The emergence of a Palin faction comes as Republicans gird for a battle over the future of their party: Some see her as a charismatic, hawkish conservative leader with the potential, still unrealized, to cross over to attract moderate voters. Anger among Republicans who see Palin as a star and as a potential future leader has boiled over because, they say, they see other senior McCain aides preparing to blame her in the event he is defeated.
“These people are going to try and shred her after the campaign to divert blame from themselves,” a McCain insider said, referring to McCain’s chief strategist, Steve Schmidt, and to Nicolle Wallace, a former Bush aide who has taken a lead role in Palin’s campaign. Palin’s partisans blame Wallace, in particular, for Palin’s avoiding of the media for days and then giving a high-stakes interview to CBS News’ Katie Couric, whose sometimes painful content the campaign allowed to be parceled out over a week.
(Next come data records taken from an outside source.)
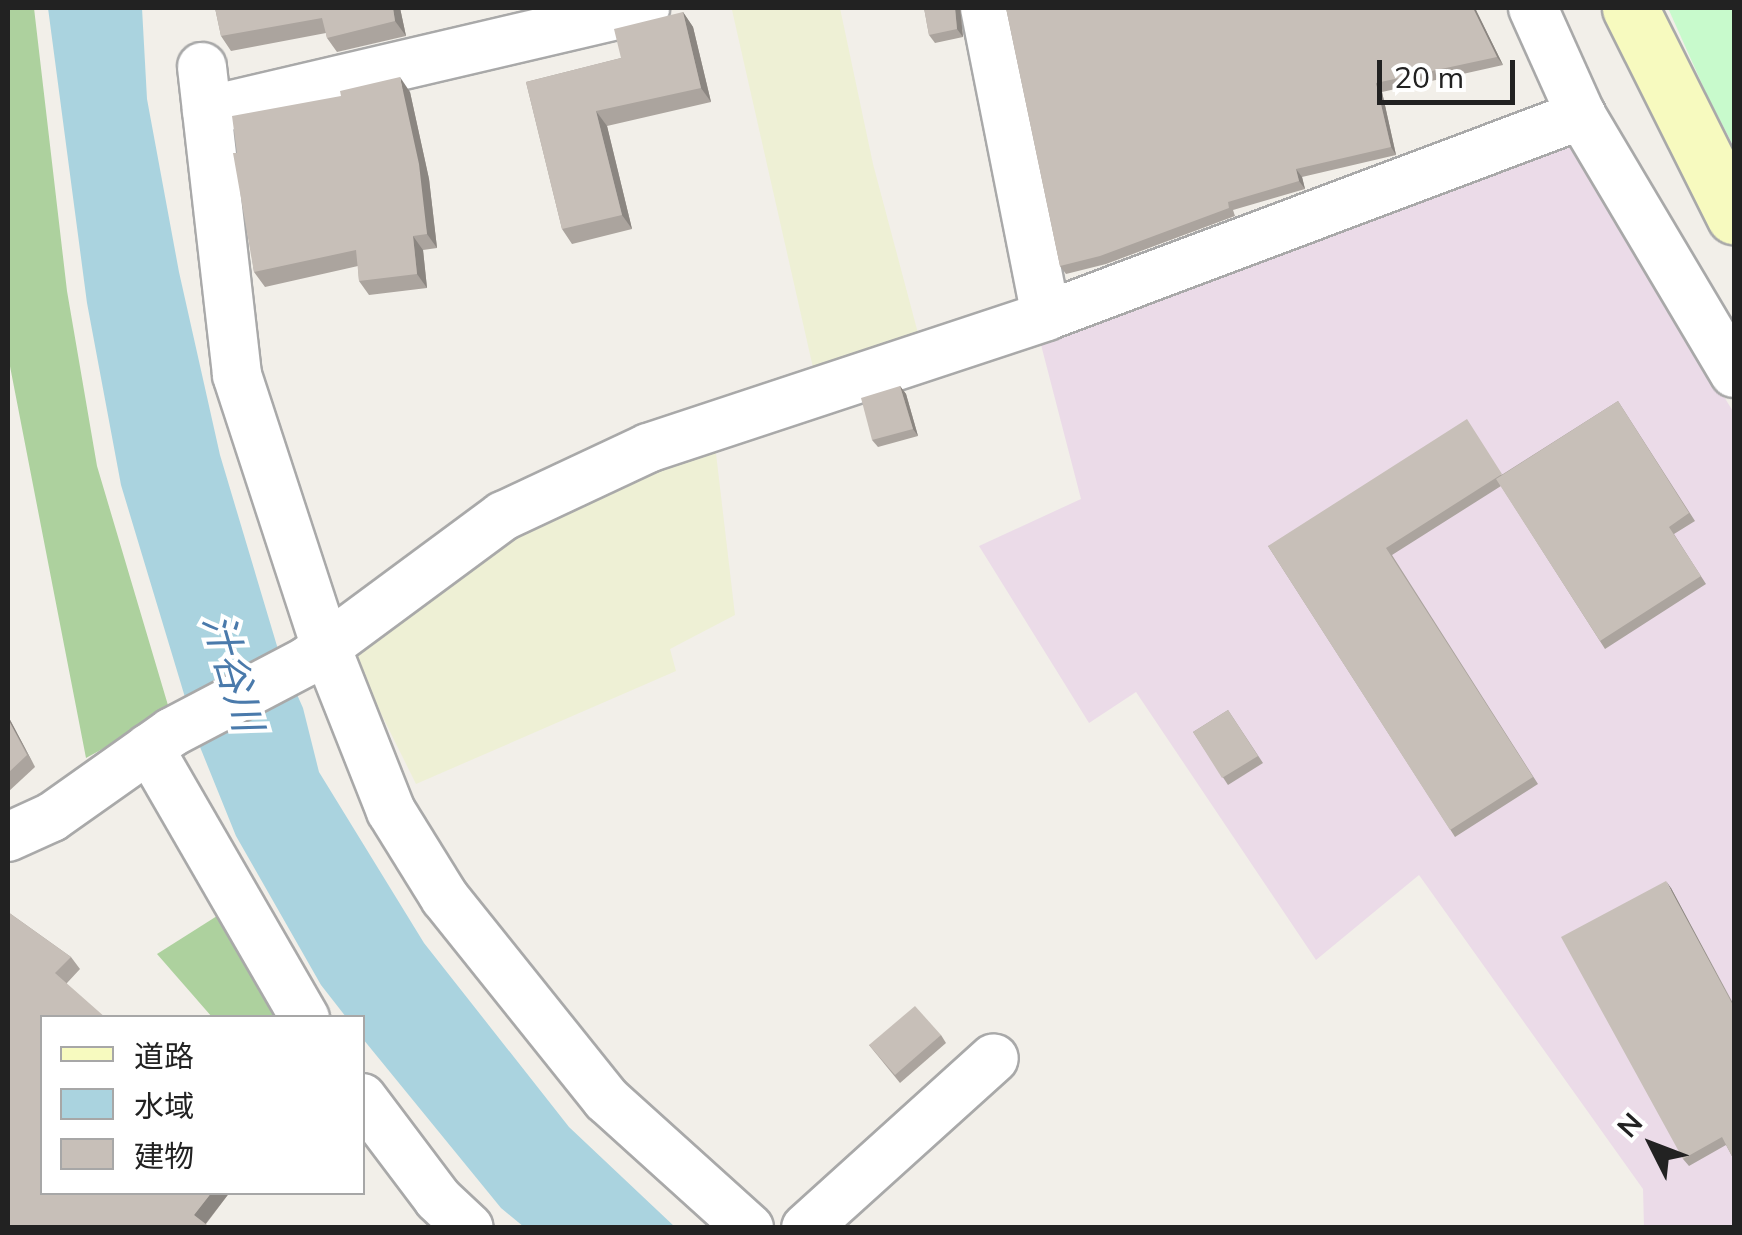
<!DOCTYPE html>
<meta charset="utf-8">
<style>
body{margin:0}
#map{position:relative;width:1742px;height:1235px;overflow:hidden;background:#f2efe9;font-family:Mulish,"Noto Sans JP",sans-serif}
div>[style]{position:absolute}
.industrial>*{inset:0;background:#ebdbe8}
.farmland>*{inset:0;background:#eef0d5}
.forest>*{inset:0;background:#add19e}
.park>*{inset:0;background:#c8facc}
.water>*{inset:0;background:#aad3df}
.roads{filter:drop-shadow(2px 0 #a9a9a9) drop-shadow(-2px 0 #a9a9a9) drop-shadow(0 2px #a9a9a9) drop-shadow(0 -2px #a9a9a9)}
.street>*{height:48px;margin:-24px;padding:0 24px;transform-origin:24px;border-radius:24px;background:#fff}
.secondary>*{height:55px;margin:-27.5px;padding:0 27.5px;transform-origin:27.5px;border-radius:27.5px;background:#f7fabf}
.wall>*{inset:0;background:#aba49e}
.shaded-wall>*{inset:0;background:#8b8681}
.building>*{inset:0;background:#c7bfb8}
span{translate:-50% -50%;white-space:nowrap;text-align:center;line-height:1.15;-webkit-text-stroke:8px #fff;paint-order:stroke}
.water-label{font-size:40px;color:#4a7aab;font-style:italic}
.frame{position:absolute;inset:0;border:10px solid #222;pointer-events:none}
.legend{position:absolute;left:40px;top:1015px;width:325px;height:180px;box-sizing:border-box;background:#fff;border:2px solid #a7a7a7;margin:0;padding:12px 18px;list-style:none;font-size:30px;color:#222}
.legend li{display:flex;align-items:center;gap:20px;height:50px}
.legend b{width:50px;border:2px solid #a7a7a7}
.north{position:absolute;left:1602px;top:1095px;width:100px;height:100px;-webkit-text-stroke:8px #fff;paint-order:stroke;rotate:312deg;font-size:28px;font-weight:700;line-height:40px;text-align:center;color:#222}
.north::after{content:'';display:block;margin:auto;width:35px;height:45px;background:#222;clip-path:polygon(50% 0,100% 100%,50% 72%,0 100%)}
.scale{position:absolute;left:1377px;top:60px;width:138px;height:45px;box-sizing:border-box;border:5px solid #222;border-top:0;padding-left:12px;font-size:30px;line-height:35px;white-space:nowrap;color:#222;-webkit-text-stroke:8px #fff;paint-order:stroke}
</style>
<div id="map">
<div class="industrial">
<div style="clip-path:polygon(1564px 135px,1734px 413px,1734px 1227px,1644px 1227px,1643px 1189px,1419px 875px,1316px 960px,1136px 692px,1089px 723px,979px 546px,1081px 499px,1039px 337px)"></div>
</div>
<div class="farmland">
<div style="clip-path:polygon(743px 8px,840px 8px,873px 164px,919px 337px,814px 372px,732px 10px)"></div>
<div style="clip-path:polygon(715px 445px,735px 615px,670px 649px,676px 671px,416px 784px,350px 651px,534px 520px)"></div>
</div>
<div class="forest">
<div style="clip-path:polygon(8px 8px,34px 8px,67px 291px,97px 466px,170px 712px,86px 758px,8px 356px)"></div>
<div style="clip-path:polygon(217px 916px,284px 1017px,212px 1017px,157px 954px)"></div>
</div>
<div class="park">
<div style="clip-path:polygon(1668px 8px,1734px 8px,1734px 147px,1707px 95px)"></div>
</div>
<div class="water">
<div style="clip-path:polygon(48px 8px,142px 8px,147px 99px,179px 272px,220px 455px,280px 656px,303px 708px,319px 772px,424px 943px,569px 1127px,675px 1227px,524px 1227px,501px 1208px,363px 1039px,362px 1018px,346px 1017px,321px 985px,236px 836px,200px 747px,121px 485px,87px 303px)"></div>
</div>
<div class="roads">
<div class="street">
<div style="left:985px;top:8px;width:314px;rotate:78.8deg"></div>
<div style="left:1533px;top:8px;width:117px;rotate:65.8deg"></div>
<div style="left:1581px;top:115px;width:300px;rotate:59.3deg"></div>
<div style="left:202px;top:67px;width:310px;rotate:83.5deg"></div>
<div style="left:237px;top:375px;width:286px;rotate:71.9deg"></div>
<div style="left:326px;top:647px;width:176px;rotate:68.4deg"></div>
<div style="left:391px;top:811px;width:102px;rotate:58.2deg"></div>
<div style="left:445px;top:898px;width:258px;rotate:51.3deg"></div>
<div style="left:606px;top:1099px;width:193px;rotate:42.1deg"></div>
<div style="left:207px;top:111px;width:450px;rotate:-13.2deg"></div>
<div style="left:149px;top:748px;width:312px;rotate:60deg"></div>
<div style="left:8px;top:837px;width:48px;rotate:-24.4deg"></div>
<div style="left:52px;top:817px;width:147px;rotate:-35.3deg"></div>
<div style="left:172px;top:732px;width:153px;rotate:-27.7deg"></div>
<div style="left:307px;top:661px;width:244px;rotate:-36.5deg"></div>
<div style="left:503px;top:516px;width:160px;rotate:-25.1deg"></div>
<div style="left:648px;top:448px;width:419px;rotate:-18.3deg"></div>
<div style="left:1046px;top:316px;width:572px;rotate:-20.59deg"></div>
<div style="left:362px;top:1098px;width:126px;rotate:53deg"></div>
<div style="left:438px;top:1199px;width:42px;rotate:43.1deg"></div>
<div style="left:806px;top:1228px;width:253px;rotate:-42.1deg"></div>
</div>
<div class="secondary">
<div style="left:1630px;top:8px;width:233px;rotate:63.4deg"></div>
</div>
</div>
<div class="wall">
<div style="clip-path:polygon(215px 8px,400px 8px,406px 36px,337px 52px,327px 38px,326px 33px,231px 51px,221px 36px)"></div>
<div style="clip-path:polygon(924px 8px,960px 8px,963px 37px,935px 43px,929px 35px)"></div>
<div style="clip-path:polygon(1006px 8px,1475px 8px,1503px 65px,1382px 92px,1396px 155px,1302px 177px,1305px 189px,1233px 210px,1235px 216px,1106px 264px,1066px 274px,1060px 266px)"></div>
<div style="clip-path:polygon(683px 12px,693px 27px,711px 102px,607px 126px,632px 229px,572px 244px,562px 229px,526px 82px,621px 58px)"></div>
<div style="clip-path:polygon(410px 92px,429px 179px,437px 248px,423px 250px,427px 288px,369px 295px,359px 281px,358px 266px,265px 287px,254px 272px,237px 153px)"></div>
<div style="clip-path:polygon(900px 386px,906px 394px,918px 436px,878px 447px,872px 440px)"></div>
<div style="clip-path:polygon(1618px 401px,1695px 521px,1674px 534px,1706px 584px,1605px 649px,1501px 486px,1392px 555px,1538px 784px,1455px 837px,1268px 546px,1503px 474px)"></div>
<div style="clip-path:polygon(1228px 710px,1263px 763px,1228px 785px,1193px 732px)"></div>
<div style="clip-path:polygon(8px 716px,35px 767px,8px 792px)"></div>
<div style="clip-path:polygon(1671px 888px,1734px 1005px,1734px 1160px,1726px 1145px,1689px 1166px,1683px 1159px)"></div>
<div style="clip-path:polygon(8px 912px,71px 957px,80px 969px,67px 983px,42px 1192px,230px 1192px,206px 1224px,8px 1228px)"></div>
<div style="clip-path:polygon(941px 1035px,946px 1043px,900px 1083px,869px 1045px)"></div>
</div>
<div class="shaded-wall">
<div style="clip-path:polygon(393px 8px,400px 8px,406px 36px,395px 21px)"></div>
<div style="clip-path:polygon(955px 8px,960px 8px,963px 37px,957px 29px)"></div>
<div style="clip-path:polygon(1473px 8px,1475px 8px,1503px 65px,1497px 57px)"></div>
<div style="clip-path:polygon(683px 12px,693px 27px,711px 102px,701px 88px)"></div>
<div style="clip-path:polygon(400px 77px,410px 92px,429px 179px,437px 248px,427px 234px)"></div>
<div style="clip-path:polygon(1376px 83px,1382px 92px,1396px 155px,1391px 147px)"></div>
<div style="clip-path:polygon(596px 111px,607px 126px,632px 229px,622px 215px)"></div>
<div style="clip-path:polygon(1296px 169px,1302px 177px,1305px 189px,1299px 181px)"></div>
<div style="clip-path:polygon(413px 236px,423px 250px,427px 288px,417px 274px)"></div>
<div style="clip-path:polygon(900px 386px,906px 394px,918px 436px,913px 429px)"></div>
<div style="clip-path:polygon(8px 716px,35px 767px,8px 719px)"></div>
<div style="clip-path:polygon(1666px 881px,1671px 888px,1734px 1007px)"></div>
<div style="clip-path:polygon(212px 1192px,230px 1192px,203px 1227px,194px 1215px)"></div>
</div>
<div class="building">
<div style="clip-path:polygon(215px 8px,393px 8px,395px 21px,327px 38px,322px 18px,221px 36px)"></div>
<div style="clip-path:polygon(924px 8px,955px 8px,957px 29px,929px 35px)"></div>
<div style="clip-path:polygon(1006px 8px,1473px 8px,1497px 57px,1376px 83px,1391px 147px,1296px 169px,1299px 181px,1228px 202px,1229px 208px,1100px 256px,1060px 266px)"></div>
<div style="clip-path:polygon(683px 12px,701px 88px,596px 111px,622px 215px,562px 229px,526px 82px,621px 58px,614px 29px)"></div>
<div style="clip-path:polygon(400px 77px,419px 164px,427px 234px,413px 236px,417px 274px,359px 281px,356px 250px,254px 272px,233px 153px,237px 153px,232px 116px,341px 96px,340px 91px)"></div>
<div style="clip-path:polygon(900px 386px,913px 429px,872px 440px,861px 398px)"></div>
<div style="clip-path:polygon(1618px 401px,1689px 513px,1669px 527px,1701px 576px,1600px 641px,1496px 479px)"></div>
<div style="clip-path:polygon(1467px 419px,1502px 474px,1386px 548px,1533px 777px,1450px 830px,1268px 546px)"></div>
<div style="clip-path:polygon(1228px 710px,1258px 756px,1222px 778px,1193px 732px)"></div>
<div style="clip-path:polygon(8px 719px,27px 755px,8px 773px)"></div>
<div style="clip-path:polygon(1666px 881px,1734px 1007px,1734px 1160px,1722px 1137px,1683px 1159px,1561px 937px)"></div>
<div style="clip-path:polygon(8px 912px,71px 957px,55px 973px,106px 1018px,42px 1018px,42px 1192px,212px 1192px,194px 1215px,211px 1228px,8px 1228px)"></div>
<div style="clip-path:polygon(915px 1006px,941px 1035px,895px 1075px,869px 1045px)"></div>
</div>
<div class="water-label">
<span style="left:234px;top:672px;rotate:74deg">汁谷川</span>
</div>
<div class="frame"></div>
<ul class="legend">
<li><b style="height:12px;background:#f7fabf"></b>道路</li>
<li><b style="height:28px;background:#aad3df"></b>水域</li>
<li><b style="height:28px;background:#c7bfb8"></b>建物</li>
</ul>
<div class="north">N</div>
<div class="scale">20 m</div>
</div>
“A number of Gov. Palin’s staff have not had her best interests at heart, and they have not had the campaign’s best interests at heart,” the McCain insider fumed, noting that Wallace left an executive job at CBS to join the campaign.
Got it? The vapid moron made a total fool of herself, got completely humiliated by Katie Couric because she couldn’t answer even the most basic questions, and it is all the fault of… the person who scheduled the interview.
Well, it isn’t all Nicole Wallace’s fault. It is also partially the fault of the liberal gotcha media. And the viewers, who unfairly judged her a moron. They share some blame, too. But the one person who is most definitely not to blame, and, as you can see from this story, is really the big victim- that would be our mavericky maverick from Alaska, Sarah Palin.
Someone should ask her if maybe her disastrous performance was just God’s will.
The best thing about the upcoming circular firing squad is that once former true-believers like Nicole Wallace are screwed over royally by the wingnut fringe of the party, they will start to go all Scott McClellan. Take it from my experience- nothing hardens your resolve like being called a traitor after watching the Mayberry Machiavellis destroy your party. If you missed McClellan last night on Larry King, you really missed a treat. I personally don’t care much for the guy, but it is clear that he is done with the GOP for a good long while:
Now, I consider myself a centrist. When I went to work for then Governor Bush, I did so because I believed he was someone who was committed to working across the aisle to get things done, as he had done as governor of Texas. I thought we could bring that same sort of bipartisan spirit to Washington and change the tone. Unfortunately, it didn’t happen.
I’m supporting Barack Obama for two primary reasons. First, I believe that he can change the way Washington works for the better.
They never should have lied to him and used him to lie. Now you can laugh at McClellan if you want- I take him at his word that he really thought he was doing the right thing going to work for Bush. I thought I was doing the right thing, too, when I voted for him. But I really understand to some extent where he is right now- he is pissed. He feels used. He feels betrayed. He feels angry. And he knows who did it, and he is not going to fall for the same bullshit again.
I don’t think McClellan will ever be a Democrat, but I do think that the narrowing of the Republican party down to the vicious, ignorant, bitter core of Palin acolytes and Rovian hacks is a good thing, and the Christian Nationalists that will take over the party will be more than willing to throw aside the McClellans, the Powells, the Buckleys, and everyone who who they deem has shown insufficient fealty to the cause.
We should support that. The more we can marginalize the rancid remains of the GOP into a discredited Palin wing, the neo-cons with their hillbilly yokel Christian right front, the better.